We need scarcely remark that Mary did think it all right; for she and Gascoyne had no differences of opinion now.
Soon after this, Corrie went off on a long voyage in the Avenger. The vessel touched at San Francisco, and while there, some remarkable scenes took place between Jo Bumpus and a good-looking woman whom he called Susan. This female ultimately went on board the Avenger, and sailed in her for Green Isle.
On the way thither they touched at one of the first of the South Sea Islands that they came in sight of, where scenes of the most unprecedented description took place between Corrie and a bluff old gentleman named Ole Thorwald, and a sweet, blue-eyed, fair-haired maiden named Alice Mason!
Strange to say, this fair girl agreed to become a passenger in the Avenger; and, still more strange to say, her father and Ole Thorwald agreed to accompany her; also an ancient piece of animated door-matting called Toozle, and a black woman named Poopy, whose single observation in regard to every event in sublunary history was, “Hee! hee!”
On reaching Green Isle, Corrie and Alice were married, and on the same day Bumpus and Susan were also united. There was great rejoicing on the occasion.
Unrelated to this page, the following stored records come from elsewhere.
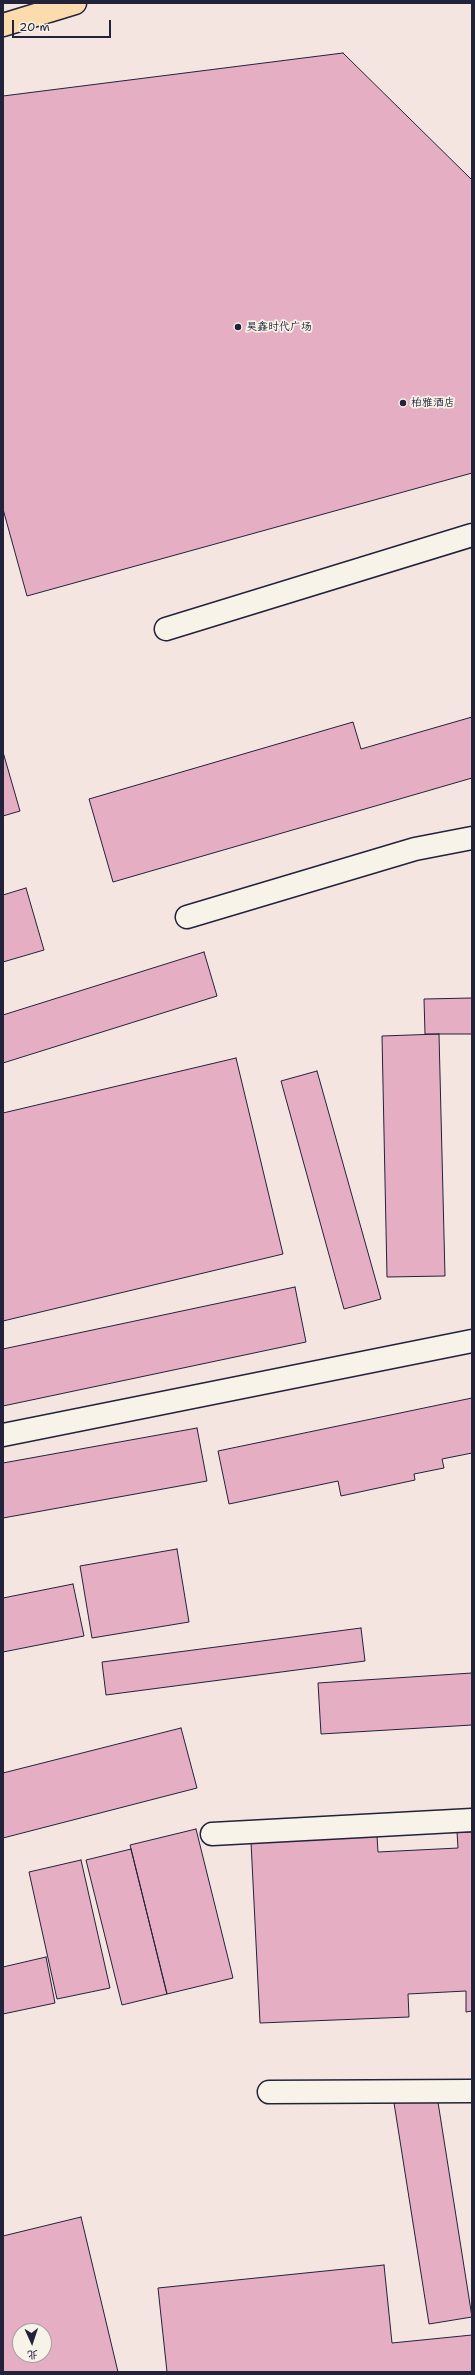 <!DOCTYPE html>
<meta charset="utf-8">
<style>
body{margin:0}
#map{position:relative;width:475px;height:2375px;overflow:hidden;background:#f4e5e1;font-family:"Shantell Sans","LXGW WenKai TC",sans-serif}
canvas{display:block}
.frame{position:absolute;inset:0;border:4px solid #22223b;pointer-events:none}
.north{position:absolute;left:12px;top:2323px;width:40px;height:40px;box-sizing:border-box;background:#f7f3e8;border:1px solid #a29fa3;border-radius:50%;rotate:177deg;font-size:11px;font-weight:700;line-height:16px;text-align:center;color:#22223b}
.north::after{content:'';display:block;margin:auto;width:14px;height:18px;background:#22223b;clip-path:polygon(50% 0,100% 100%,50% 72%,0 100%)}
.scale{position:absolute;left:12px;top:20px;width:99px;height:18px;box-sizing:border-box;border:2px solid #22223b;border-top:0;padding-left:5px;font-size:12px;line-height:14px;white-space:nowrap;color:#22223b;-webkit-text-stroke:3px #f7f3e8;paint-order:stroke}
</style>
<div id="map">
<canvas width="475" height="2375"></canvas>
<div class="frame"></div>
<div class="north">北</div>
<div class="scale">20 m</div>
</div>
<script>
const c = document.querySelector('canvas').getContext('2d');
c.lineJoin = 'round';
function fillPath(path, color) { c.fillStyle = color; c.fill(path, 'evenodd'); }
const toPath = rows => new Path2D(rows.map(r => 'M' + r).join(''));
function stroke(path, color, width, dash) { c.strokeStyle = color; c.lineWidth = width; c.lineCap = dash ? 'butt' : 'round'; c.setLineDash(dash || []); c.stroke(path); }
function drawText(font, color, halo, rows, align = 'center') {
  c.font = font + ' "Shantell Sans","LXGW WenKai TC",sans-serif'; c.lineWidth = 3.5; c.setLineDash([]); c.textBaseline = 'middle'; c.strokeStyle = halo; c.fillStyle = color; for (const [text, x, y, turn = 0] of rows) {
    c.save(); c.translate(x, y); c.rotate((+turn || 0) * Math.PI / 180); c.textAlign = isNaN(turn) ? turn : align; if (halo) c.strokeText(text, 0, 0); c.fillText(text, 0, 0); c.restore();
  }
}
const building = toPath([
 [343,53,472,180,472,473,27,596,3,509,3,96,343,53],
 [472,717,472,778,113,882,89,799,353,722,361,749,472,717],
 [3,752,20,811,3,816,3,752],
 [26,888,44,950,3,962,3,895,26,888],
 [204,952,217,996,3,1063,3,1015,204,952],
 [472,998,472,1034,425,1034,424,999,472,998],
 [439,1034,445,1276,387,1277,382,1036,439,1034],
 [236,1058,283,1254,3,1321,3,1113,236,1058],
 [317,1071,381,1299,344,1309,281,1081,317,1071],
 [295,1287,306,1342,3,1406,3,1349,295,1287],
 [472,1398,472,1453,442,1459,444,1468,414,1474,415,1480,341,1496,338,1481,229,1504,218,1451,472,1398],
 [197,1428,207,1481,3,1518,3,1463,197,1428],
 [177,1549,189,1622,92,1638,80,1566,177,1549],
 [73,1584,84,1636,3,1652,3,1598,73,1584],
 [361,1628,365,1661,106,1695,102,1662,361,1628],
 [472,1673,472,1725,321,1734,318,1683,472,1673],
 [181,1728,197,1788,3,1838,3,1773,181,1728],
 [196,1829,233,1978,167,1994,130,1845,196,1829],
 [457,1832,472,1832,472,2011,466,2012,466,1991,408,1994,409,2017,260,2023,251,1842,377,1836,378,1852,458,1848,457,1832],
 [131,1849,167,1994,122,2005,86,1860,131,1849],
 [81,1860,110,1988,57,1999,29,1872,81,1860],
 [46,1957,55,2003,3,2014,3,1967,46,1957],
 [437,2096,472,2317,429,2324,394,2103,437,2096],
 [81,2217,118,2372,3,2372,3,2236,81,2217],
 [20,2331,44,2331,44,2355,20,2355,20,2331],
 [384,2265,392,2343,472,2335,472,2372,167,2372,158,2288,384,2265]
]);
const minor = toPath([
 [166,629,472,535],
 [187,917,415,849,472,838],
 [3,1435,472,1341],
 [212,1834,472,1820],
 [269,2092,472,2091]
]);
const major = toPath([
 [3,25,75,3]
]);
const markers = [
 [238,327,4,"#22223b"],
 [403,403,4,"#22223b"]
];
const poiNames = [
 ["昊鑫时代广场",246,327],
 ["柏雅酒店",411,403]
];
fillPath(building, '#e6aec3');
stroke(building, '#22223b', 1);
stroke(minor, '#22223b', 25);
stroke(major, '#22223b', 25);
stroke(minor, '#f7f3e8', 22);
stroke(major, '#fcdcac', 22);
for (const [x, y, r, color] of markers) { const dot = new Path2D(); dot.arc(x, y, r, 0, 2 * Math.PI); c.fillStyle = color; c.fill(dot); stroke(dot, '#f7f3e8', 1.5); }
drawText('11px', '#22223b', '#f7f3e8', poiNames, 'left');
</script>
Ole Thorwald and Dick Price distinguished themselves by dancing an impromptu and maniacal pas de deux at the double wedding!
Of Captain Montague’s future career we know nothing. He may have been killed in the wars of his country, or he may have become an admiral in the British navy, for all we know to the contrary. One thing only we are certain of, and that is, that he sailed for England, in the pirate schooner, and seemed by no means to regret the escape of the pirate captain!
Years rolled away. The head of Gascoyne became silvery white; but Time seemed impotent to subdue the vigor of his stalwart frame, or destroy the music of his deep bass voice. He was the idol of numerous grandchildren as well as of a large circle of juveniles, who, without regard to whether they had or had not a right to do so, styled him “Grandfather.”
Little did these youngsters think, as they clambered over his huge frame, and listened with breathless attention to his wild stories of the sea, that “grandfather” had once been the celebrated and much-dreaded Durward, the pirate!
Nothing could induce Gascoyne to take a prominent part in the public affairs of his chosen home; but he did attempt to teach a class of the very smallest boys and girls in the missionary’s Sunday-school, and he came in time to take special delight in this work.